RECORDS SHOWN:

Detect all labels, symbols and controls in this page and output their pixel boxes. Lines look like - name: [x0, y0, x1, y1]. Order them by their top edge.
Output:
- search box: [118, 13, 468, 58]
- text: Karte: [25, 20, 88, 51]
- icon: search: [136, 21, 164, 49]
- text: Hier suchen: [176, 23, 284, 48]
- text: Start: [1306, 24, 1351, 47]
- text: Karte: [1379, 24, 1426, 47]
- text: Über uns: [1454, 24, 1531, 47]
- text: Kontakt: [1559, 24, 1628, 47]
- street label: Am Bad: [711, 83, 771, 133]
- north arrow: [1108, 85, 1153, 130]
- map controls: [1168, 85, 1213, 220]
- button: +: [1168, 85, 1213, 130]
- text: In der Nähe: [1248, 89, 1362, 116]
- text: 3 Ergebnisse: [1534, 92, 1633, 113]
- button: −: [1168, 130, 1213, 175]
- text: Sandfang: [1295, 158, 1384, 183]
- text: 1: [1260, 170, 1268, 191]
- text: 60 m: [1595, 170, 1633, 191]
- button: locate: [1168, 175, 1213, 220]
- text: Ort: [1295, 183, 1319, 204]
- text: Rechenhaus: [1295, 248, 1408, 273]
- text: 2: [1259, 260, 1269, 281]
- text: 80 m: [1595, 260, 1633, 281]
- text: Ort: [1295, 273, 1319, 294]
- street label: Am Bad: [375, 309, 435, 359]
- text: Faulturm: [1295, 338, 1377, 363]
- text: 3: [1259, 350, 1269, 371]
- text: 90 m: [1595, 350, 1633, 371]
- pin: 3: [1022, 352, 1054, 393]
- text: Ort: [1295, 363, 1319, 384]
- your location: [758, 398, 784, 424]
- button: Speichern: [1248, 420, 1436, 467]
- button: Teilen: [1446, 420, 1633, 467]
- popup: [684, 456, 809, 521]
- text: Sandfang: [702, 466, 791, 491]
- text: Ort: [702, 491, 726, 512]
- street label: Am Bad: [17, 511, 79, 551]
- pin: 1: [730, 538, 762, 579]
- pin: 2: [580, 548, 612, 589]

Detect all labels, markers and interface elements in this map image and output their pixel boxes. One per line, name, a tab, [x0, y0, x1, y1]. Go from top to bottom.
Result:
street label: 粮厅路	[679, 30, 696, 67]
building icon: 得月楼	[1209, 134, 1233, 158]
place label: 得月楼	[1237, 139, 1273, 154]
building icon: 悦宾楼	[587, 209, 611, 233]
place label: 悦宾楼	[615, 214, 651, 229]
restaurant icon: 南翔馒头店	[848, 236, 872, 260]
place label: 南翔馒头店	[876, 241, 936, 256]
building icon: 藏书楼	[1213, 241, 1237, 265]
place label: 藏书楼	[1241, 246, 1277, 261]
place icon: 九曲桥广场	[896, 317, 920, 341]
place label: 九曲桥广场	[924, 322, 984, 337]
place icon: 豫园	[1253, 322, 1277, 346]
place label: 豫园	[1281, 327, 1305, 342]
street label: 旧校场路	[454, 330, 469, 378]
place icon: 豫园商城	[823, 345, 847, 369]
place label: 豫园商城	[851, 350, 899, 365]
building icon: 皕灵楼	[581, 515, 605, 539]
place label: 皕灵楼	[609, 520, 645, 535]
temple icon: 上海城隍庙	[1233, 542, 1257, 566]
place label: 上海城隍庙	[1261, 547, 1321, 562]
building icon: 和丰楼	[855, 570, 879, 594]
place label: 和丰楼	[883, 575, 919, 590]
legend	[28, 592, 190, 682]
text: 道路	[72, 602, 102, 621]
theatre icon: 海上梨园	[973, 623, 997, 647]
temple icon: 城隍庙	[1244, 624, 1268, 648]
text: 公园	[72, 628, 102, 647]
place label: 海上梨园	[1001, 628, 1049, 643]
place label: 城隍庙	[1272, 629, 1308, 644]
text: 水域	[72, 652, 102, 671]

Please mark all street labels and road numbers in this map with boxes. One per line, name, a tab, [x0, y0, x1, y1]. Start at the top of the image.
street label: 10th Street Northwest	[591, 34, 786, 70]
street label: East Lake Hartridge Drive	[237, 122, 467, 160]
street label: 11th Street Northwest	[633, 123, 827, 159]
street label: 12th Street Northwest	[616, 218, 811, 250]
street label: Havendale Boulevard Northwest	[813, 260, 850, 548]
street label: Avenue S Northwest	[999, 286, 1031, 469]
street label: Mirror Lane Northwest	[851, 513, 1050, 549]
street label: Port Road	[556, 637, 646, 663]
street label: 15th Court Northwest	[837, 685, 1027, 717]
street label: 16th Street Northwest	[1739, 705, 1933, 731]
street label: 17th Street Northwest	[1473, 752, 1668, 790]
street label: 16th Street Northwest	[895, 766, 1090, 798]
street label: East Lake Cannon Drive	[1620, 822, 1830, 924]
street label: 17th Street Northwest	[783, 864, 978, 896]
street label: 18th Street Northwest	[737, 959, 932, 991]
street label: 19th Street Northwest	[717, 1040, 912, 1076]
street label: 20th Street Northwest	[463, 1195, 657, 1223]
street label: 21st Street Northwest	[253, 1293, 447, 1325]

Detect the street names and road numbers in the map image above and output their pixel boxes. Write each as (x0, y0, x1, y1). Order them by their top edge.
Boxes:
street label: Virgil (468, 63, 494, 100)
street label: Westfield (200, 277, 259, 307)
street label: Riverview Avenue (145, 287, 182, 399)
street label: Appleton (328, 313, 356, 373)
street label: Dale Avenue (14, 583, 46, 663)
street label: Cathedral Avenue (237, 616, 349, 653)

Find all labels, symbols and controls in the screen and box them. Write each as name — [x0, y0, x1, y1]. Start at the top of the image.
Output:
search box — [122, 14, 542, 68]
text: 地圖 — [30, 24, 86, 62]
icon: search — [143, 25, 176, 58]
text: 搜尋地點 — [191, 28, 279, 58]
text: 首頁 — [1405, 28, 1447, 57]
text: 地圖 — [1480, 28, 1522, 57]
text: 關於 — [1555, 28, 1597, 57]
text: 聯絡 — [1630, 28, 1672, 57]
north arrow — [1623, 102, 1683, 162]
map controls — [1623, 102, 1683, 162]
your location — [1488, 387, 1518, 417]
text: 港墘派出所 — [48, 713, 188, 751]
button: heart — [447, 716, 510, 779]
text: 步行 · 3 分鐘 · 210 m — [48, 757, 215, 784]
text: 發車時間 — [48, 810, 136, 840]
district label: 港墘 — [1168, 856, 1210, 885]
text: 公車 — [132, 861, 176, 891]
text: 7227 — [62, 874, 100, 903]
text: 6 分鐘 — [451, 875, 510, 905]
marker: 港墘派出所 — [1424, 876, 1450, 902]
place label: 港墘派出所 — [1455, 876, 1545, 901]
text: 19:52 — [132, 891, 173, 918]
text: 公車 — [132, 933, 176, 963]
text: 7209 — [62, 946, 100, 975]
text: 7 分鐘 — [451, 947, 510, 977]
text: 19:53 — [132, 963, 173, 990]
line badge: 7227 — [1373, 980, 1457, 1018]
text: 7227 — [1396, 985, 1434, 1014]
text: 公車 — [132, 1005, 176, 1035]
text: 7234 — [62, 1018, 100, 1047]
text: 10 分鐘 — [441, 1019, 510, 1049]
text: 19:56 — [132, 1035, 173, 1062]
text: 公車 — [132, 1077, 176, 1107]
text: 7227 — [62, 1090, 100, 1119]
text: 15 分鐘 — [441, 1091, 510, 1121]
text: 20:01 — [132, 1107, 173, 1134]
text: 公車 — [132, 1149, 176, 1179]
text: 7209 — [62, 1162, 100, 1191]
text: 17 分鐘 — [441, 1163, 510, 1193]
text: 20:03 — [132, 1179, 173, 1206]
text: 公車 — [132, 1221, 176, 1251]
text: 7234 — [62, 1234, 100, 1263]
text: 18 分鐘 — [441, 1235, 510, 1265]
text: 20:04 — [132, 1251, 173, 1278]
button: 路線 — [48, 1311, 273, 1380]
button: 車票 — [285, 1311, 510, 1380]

PROBLEM: Please return only the lines above, starting at the line that has "Detect the street" and ending at the line that has "Find all labels, symbols", keeping both and leaving each one unchanged.

EXERCISE OUTPUT:
Detect the street names and road numbers in the map image above and output their pixel boxes. Write each as (x0, y0, x1, y1). Order them by their top edge.
Boxes:
street label: Virgil (468, 63, 494, 100)
street label: Westfield (200, 277, 259, 307)
street label: Riverview Avenue (145, 287, 182, 399)
street label: Appleton (328, 313, 356, 373)
street label: Dale Avenue (14, 583, 46, 663)
street label: Cathedral Avenue (237, 616, 349, 653)

Find all labels, symbols and controls in the screen and box them. Write each as name — [x0, y0, x1, y1]. Start at the top of the image.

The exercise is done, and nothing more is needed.